Luckily this reading was much easier to digest than our last reading of Tillich. The main idea that Marx's Manifesto adheres to this basic principle of the division of society into classes. While through out history man has always been divided into multiple classes (surfs, landowners, knights, lords etc.), The advancement of technologies, the division of labor, and the modernization of society brought on by the industrial revolution has produced the two class system. Between the Bourgeoisie, and the proletariat. The wealthy corporate employer and the working class. Also, due to the technological advancements in travel, communication etc. bourgeoisie society tends to self-perpetuation. Drawing all non-bourgeoisie "barbaric" cultures and societies in to the modern world creating an "inter-dependence of nations". Geographic specific resources and products are no longer limited to that region, but to the entire global society.

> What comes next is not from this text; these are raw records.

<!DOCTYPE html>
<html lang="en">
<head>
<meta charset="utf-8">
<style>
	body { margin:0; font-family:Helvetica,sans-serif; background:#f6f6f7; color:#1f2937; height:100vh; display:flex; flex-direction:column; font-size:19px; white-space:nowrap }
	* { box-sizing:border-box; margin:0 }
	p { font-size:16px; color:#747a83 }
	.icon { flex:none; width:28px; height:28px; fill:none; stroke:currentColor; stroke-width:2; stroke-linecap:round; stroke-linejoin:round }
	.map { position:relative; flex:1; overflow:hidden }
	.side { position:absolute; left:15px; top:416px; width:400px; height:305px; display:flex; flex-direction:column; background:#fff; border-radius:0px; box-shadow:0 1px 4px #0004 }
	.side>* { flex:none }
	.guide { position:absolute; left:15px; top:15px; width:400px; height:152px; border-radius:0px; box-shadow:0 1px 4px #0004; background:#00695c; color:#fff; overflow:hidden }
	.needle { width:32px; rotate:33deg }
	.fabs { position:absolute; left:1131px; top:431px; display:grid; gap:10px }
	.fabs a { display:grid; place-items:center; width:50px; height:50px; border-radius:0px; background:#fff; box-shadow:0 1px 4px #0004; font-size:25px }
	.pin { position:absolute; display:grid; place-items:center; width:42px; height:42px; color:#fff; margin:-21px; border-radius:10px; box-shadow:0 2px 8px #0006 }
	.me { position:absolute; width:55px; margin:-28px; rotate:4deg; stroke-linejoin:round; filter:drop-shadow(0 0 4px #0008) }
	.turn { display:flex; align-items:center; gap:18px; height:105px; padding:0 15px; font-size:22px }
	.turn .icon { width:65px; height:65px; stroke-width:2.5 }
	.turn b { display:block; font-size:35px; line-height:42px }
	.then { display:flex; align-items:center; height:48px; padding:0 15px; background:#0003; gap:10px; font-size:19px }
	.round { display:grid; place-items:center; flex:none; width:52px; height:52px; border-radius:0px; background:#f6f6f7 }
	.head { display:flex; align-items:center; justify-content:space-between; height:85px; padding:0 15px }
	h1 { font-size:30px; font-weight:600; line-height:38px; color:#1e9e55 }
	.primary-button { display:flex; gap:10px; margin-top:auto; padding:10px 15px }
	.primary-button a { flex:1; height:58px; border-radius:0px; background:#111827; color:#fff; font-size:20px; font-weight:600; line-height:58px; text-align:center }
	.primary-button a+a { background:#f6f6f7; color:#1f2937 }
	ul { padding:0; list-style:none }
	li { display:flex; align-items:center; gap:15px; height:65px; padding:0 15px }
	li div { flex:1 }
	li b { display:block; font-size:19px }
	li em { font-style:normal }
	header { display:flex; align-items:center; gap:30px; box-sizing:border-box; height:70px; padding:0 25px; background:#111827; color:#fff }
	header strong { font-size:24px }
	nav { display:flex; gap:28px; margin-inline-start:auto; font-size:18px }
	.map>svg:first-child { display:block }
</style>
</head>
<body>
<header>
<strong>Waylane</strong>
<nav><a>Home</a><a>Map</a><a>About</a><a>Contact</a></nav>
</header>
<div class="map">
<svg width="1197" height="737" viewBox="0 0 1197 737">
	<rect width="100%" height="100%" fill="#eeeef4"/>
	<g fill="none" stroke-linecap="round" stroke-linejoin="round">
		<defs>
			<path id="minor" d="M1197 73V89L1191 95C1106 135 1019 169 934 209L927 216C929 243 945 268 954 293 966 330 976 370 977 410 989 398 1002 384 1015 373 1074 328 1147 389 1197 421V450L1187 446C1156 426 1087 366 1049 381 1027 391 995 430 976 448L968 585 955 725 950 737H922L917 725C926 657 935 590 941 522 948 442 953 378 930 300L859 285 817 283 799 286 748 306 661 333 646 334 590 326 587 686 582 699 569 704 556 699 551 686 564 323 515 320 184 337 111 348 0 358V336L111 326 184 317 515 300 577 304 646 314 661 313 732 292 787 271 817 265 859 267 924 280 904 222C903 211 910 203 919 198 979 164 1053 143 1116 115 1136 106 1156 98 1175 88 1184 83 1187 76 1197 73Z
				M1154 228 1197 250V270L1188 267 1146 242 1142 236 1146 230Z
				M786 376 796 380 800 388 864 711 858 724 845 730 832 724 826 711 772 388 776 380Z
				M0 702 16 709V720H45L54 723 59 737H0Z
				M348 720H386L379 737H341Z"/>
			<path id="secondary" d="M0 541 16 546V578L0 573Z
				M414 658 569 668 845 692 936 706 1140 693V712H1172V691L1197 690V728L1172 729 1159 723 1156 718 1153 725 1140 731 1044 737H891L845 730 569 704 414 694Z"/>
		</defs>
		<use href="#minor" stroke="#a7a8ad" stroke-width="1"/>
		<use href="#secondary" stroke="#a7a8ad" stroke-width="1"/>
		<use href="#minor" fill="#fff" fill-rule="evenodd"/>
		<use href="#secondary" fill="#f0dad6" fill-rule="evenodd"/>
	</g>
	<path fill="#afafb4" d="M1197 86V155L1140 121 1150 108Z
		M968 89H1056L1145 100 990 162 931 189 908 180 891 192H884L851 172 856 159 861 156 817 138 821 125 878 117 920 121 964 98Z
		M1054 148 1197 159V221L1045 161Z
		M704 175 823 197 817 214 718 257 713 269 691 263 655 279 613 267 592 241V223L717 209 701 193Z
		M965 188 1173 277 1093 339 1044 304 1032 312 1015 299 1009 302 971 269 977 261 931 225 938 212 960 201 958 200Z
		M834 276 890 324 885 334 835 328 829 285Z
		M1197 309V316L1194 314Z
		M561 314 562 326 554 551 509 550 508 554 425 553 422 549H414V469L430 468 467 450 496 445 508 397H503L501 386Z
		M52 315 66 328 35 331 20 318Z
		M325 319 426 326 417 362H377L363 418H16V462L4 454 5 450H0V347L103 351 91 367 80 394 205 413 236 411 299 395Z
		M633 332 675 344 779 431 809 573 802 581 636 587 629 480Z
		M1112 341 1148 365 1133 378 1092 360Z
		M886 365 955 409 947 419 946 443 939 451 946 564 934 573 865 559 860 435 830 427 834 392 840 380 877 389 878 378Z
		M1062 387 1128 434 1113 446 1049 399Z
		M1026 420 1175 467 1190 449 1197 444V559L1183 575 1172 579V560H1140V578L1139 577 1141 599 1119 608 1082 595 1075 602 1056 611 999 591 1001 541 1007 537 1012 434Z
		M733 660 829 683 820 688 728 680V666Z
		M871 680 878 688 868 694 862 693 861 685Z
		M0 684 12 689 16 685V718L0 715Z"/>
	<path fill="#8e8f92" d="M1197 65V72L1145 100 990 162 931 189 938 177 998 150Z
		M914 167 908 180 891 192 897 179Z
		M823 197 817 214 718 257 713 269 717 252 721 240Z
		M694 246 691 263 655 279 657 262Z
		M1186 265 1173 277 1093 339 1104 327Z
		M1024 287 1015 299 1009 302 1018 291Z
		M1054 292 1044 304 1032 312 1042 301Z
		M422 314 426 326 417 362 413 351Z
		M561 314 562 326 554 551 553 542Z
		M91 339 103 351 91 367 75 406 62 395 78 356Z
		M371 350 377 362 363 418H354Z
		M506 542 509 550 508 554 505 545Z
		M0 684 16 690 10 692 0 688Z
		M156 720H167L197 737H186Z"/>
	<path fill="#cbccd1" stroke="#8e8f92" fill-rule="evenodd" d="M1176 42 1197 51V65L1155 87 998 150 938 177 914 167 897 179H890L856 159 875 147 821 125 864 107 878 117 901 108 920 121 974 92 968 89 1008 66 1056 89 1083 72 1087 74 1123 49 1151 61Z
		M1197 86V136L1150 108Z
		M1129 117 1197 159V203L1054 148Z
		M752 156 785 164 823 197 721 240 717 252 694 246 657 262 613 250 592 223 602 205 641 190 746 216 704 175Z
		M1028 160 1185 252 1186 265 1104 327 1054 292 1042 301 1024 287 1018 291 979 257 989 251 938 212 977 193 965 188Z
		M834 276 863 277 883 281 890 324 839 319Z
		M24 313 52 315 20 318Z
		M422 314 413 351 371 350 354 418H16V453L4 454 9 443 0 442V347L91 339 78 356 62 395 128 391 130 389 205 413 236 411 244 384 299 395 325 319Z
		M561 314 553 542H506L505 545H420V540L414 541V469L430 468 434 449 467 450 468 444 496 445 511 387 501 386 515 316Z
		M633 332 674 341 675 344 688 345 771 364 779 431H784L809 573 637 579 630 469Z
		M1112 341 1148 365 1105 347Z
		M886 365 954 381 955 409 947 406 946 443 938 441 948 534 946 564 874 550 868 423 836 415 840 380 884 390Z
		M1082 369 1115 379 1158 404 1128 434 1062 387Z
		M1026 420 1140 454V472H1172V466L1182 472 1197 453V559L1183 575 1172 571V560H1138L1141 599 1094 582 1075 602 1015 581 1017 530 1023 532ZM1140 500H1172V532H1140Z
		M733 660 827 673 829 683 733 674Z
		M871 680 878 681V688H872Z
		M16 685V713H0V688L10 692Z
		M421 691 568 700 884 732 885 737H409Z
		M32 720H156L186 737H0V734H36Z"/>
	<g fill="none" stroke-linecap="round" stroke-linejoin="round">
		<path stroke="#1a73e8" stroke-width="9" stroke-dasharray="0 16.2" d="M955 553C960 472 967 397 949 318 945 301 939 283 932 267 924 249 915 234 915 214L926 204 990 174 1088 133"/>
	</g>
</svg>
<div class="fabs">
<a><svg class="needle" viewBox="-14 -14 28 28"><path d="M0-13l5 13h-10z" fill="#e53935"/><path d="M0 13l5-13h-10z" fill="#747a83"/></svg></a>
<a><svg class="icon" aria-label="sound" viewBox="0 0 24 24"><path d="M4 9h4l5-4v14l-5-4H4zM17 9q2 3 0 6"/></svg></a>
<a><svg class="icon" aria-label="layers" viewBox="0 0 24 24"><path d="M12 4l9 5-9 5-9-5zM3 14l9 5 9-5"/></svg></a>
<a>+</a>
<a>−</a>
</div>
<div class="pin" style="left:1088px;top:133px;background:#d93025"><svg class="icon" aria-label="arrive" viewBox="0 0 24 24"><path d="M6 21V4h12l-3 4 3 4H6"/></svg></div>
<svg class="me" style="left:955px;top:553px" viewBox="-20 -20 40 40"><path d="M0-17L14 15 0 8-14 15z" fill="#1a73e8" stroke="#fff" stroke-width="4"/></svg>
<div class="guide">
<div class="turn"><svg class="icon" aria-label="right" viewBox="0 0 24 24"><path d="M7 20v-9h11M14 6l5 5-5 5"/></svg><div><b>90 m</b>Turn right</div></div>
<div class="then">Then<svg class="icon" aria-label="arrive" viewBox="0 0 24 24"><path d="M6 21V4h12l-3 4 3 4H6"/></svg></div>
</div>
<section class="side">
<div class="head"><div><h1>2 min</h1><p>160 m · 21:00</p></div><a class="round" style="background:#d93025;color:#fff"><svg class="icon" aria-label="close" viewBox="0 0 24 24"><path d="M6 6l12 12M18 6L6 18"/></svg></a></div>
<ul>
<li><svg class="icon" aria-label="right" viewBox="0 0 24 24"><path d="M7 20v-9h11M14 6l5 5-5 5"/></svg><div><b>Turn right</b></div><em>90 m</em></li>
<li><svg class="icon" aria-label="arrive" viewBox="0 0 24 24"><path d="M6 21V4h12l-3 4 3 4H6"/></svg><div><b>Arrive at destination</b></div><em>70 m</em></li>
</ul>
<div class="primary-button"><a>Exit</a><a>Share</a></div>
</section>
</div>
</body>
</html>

Ideas and technology are no longer confined to certain nations or groups of people but are shared and known abroad. And interesting idea that Marx express was the fact that this idea can be applied throughout all facets of the modern world, on any scale.  Whether it be the family structure turned to a relationship focusing on money, or between the wealthy corporate employers, and the working class. Or even, in a much broader sense, the relationship between the industrialized, modernized nations and the yet to modernize nations. The East and the West.